Filling in the blanks: Snape, DD and Snuffles
pippin_999
foxmoth at qnet.com
Mon May 23 14:54:13 UTC 2011
No: HPFGUIDX 190425
> >
> Alla:
>
> Oh I cannot keep quiet lol. Yep Sirius did that, that would be minutes after Snape so nicely suggested that he would give the man who just escaped after thirteen years of Dementors to those dementors again.
Pippin:
Even Harry thinks that the person who betrayed his parents deserved to be handed over to the dementors, and that is what Snape thought Sirius had done. We've been talking about this as if it was all about Snape being bullied at school. But of course it isn't. It's about Lily, first, last and "always".
Snape passed up his chance to get vengeance on James in order to protect her, and then dedicated his life to keeping Harry alive in her memory. I agree that Snape is driven by his desire for revenge, but the person he wants revenge on most is Voldemort. Compared to that, getting even with the ex-Marauders and Harry for James's sake is just a hobby.
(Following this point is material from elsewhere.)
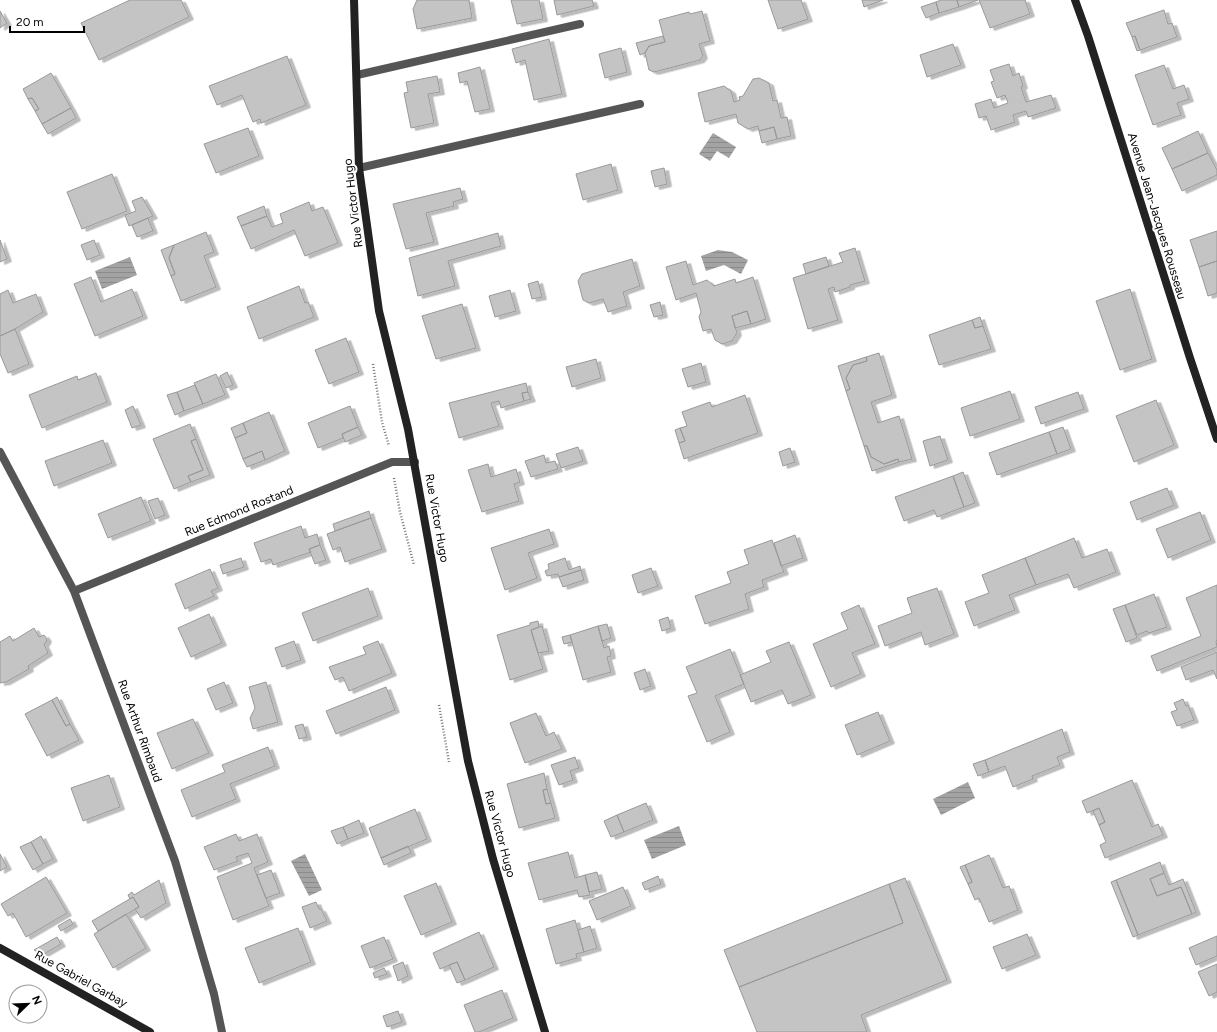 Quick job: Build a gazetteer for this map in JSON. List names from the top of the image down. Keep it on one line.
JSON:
{"streets":{"street":["Rue Victor Hugo","Avenue Jean-Jacques Rousseau","Rue Edmond Rostand","Rue Arthur Rimbaud","Rue Gabriel Garbay"]},"crossings":[["Rue Victor Hugo","Rue Edmond Rostand"],["Rue Edmond Rostand","Rue Arthur Rimbaud"]],"scale_bar":"20 m","north":"top right"}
Snape doesn't get all pale and glittery when he contemplates doing something nasty to Harry, he just smirks.
He's got the same smirky tone when he's confronting Sirius in OOP. He's no longer crazy with anger the way he was in the Shrieking Shack, when he thought he was confronting one of Lily's murderers.
But we can contrast Sirius's treatment of the helpless Snape, banging his head into the roof of the tunnel, with Snape's treatment of the helpless Sirius, whom he placed on a stretcher and brought to Dumbledore.
Of course he fully expected Sirius to be passed to the dementors in due course.
Nonetheless Snape recognized, however grudgingly, that it was not his decision to make. Sirius and Lupin, prompted by Harry, made a similar choice when they agreed to bring Peter to the castle for judgement instead of executing him on the spot.
I don't think Snape could grow out of his animosity -- he was emotionally stunted by years of mistreatment, in which the Marauders played their part.
The books ask us to recognize that people vary in their resilience. Harry, as Dumbledore says, is unusual. He suffered far less emotional damage than Dumbledore had expected, not because he chose to, but because he was lucky. He rolled for emotional damage, you might say, and was fortunate enough to escape with a minor hit. Snape was not. His wounds, to quote Dumbledore again, were too deep for the healing.